The album's songs deal with dysfunctional and volatile relationships; its lyrics explore unrequited love, infidelity, and social division. With relatively few love songs, Amor Prohibido narrates a woman's struggles and triumphs following unsuccessful relationships with men who struggle with commitment. The album continued the singer's streak of number-one singles on the United States Billboard Hot Latin Songs chart with the title track "Amor Prohibido"— which became the most successful US Latin single of 1994, a feat she repeated the following year with "No Me Queda Más". Along with the latter, "Bidi Bidi Bom Bom" and "Fotos y Recuerdos" also topped the US Latin chart, and together with "Si Una Vez" are regarded as Selena's signature recordings.

When the album tour broke attendance records at the Houston Astrodome and attracted a record-breaking crowd at Miami's Calle Ocho Festival, Selena became recognized as one of the biggest US Latin touring acts at that time. Amor Prohibido became the first Tejano record to peak at number one on the Billboard Top Latin Albums chart, remaining in the top five for 98 consecutive weeks. The album holds the record for most weeks at number one on Billboards Regional Mexican Albums chart at 97 nonconsecutive weeks, as well as crowning the chart in four different calendar years. Amor Prohibido received critical acclaim: it is considered to be Selena's best work and her band's "crowning achievement". The album's sound received the highest acclaim, it was noted by critics to have retained its innovative spirit well into the 21st century. Amor Prohibido is credited with catapulting Tejano music into mainstream success resulting in sales to listeners previously unfamiliar with the genre. Amor Prohibido was nominated for Best Mexican-American Album at the 37th Grammy Awards. The record took Album of the Year honors at the 1995 TMA's and the Lo Nuestro Award for Best Regional Mexican Album.

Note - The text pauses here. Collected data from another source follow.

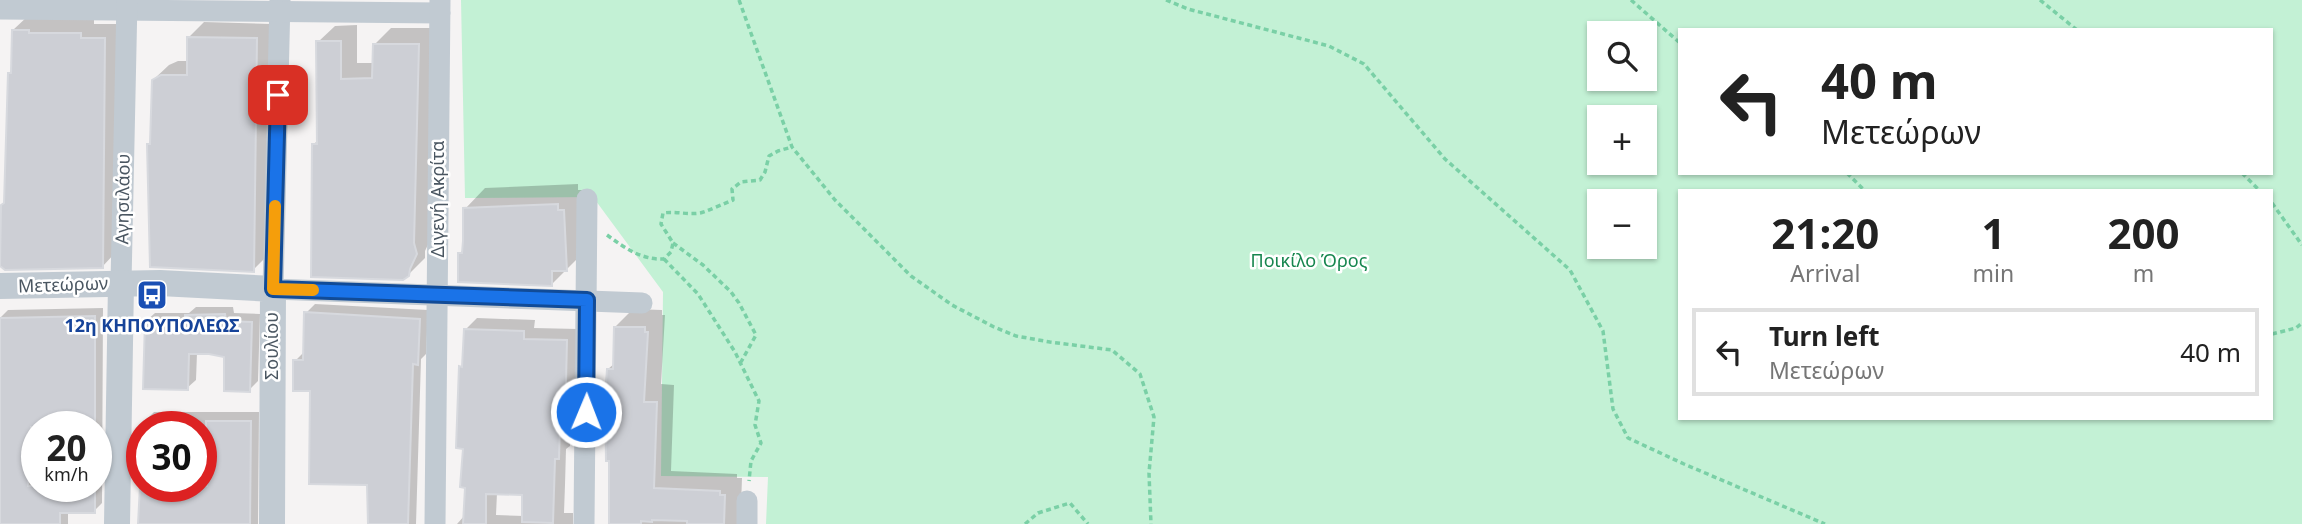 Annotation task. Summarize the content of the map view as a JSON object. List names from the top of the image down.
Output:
{
  "streets": {
    "street": [
      "Αγησιλάου",
      "Διγενή Ακρίτα",
      "Μετεώρων",
      "Σουλίου"
    ]
  },
  "crossings": [
    ["Αγησιλάου", "Μετεώρων"],
    ["Διγενή Ακρίτα", "Μετεώρων"],
    ["Μετεώρων", "Σουλίου"]
  ],
  "parks": ["Ποικίλο Όρος"],
  "places": {
    "bus stop": ["12η ΚΗΠΟΥΠΟΛΕΩΣ"]
  },
  "page": {
    "map_buttons": ["+", "−"],
    "turn": ["40 m", "Μετεώρων"],
    "eta": [
      "21:20",
      "Arrival",
      "1",
      "min",
      "200",
      "m"
    ],
    "list": [
      {
        "name": "Turn left",
        "note": "Μετεώρων",
        "value": "40 m"
      }
    ],
    "speed": "20 km/h",
    "limit": "30"
  }
} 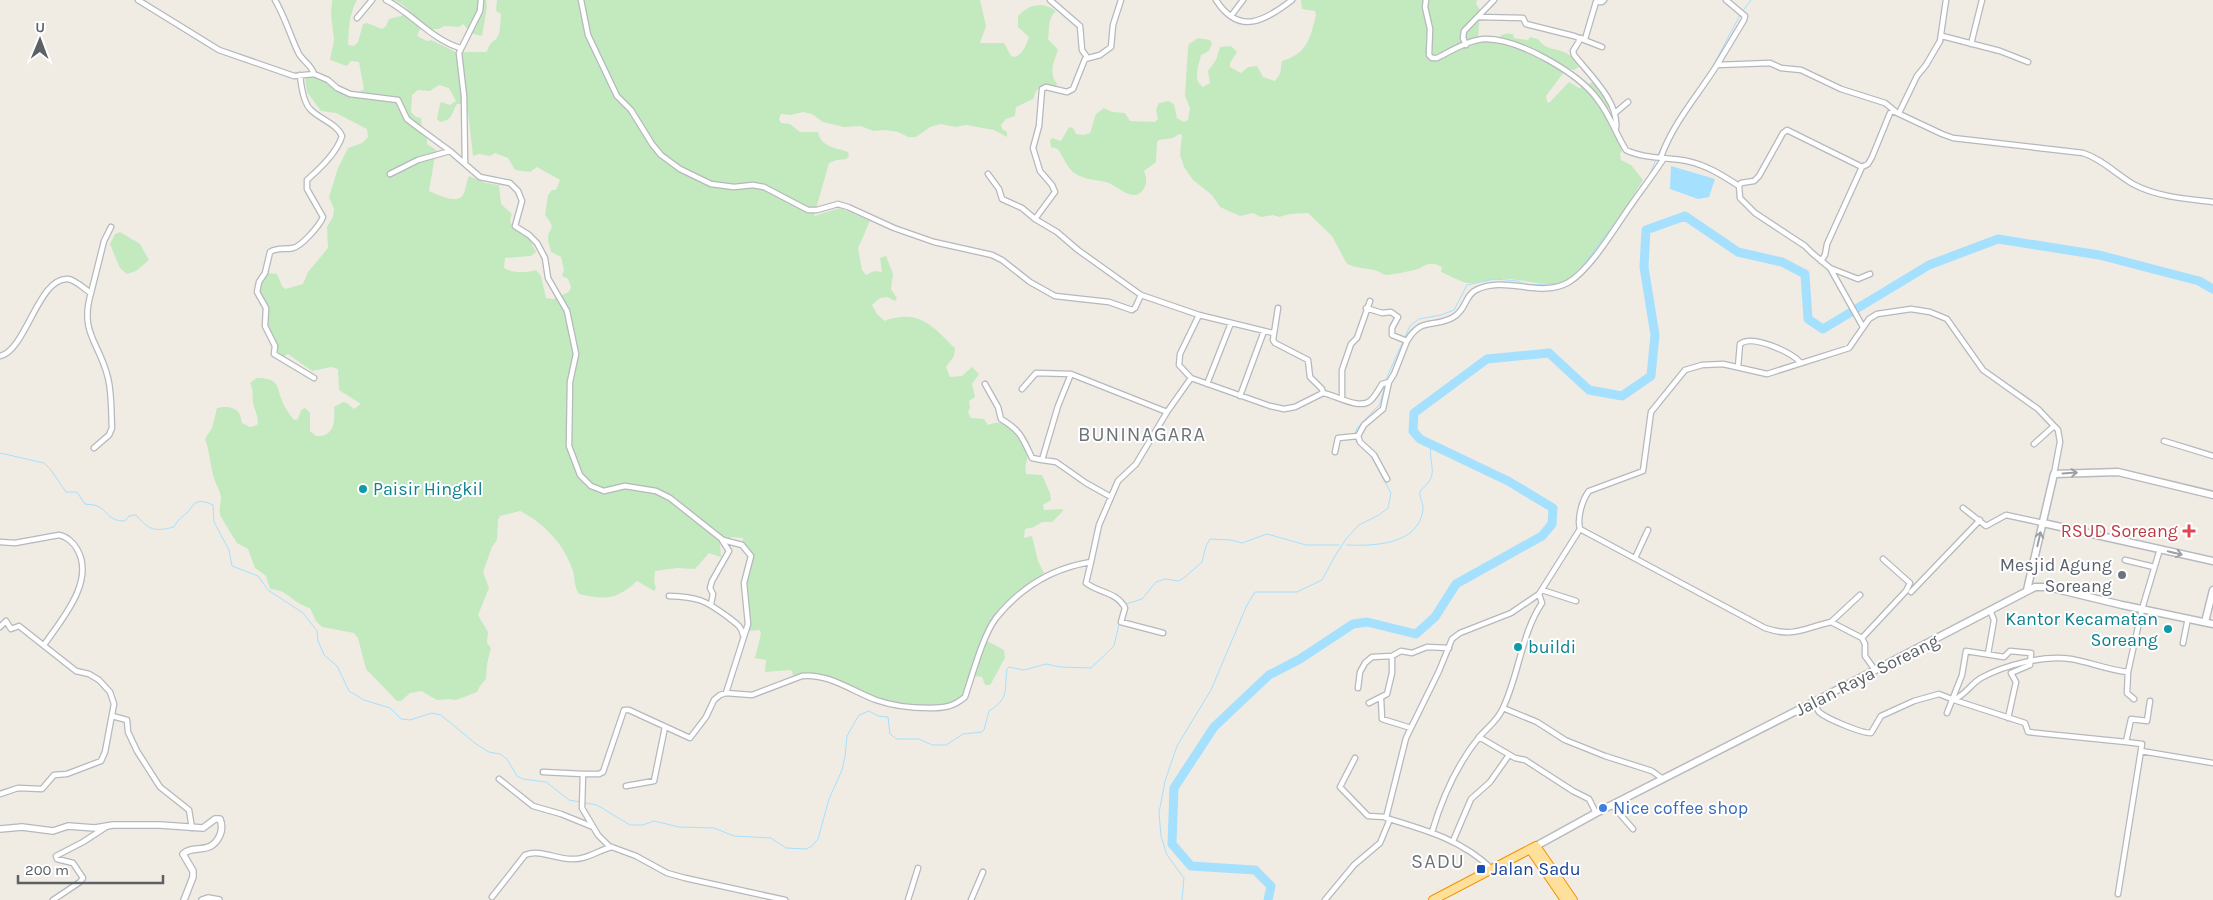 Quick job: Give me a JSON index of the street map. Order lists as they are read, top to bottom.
{
  "streets": {
    "main road": ["Jalan Raya Soreang"]
  },
  "districts": ["BUNINAGARA", "SADU"],
  "places": {
    "other": [
      "Paisir Hingkil",
      "Mesjid Agung Soreang",
      "Kantor Kecamatan Soreang",
      "buildi",
      "Nice coffee shop"
    ],
    "health": ["RSUD Soreang"],
    "transit": ["Jalan Sadu"]
  },
  "scale_bar": "200 m",
  "north": "top"
}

On March 31, 1995, Selena was murdered by her friend and former manager of her Selena Etc. boutiques, Yolanda Saldívar. The record re-entered the Billboard 200 chart, peaking at number 29 and was certified gold by the Recording Industry Association of America (RIAA). Within three weeks, it was certified platinum and was re-certified by the RIAA as 41× platinum (Latin), denoting 2.46 million album-equivalent units sold. Amor Prohibido is the second-highest certified Latin album in the United States trailing only her posthumous album Dreaming of You (1995), the fourth best-selling Latin album in the US, the best-selling Tejano recording of the 1990s, and remains the best-selling Tejano recording of all time. Amor Prohibido has been ranked among the most essential Latin recordings of the past 50 years by Billboard magazine, while Rolling Stone magazine named it one of The 500 Greatest Albums of All Time. NPR ranked the album number 19 on their list of the 150 greatest albums made by women; it was the highest-ranking album by a female Latin artist and ninth highest-ranking recording by a woman of color.

On February 11, 2026 Amor Prohibido was officially inducted into the Recording Academy’s Grammy Hall of Fame.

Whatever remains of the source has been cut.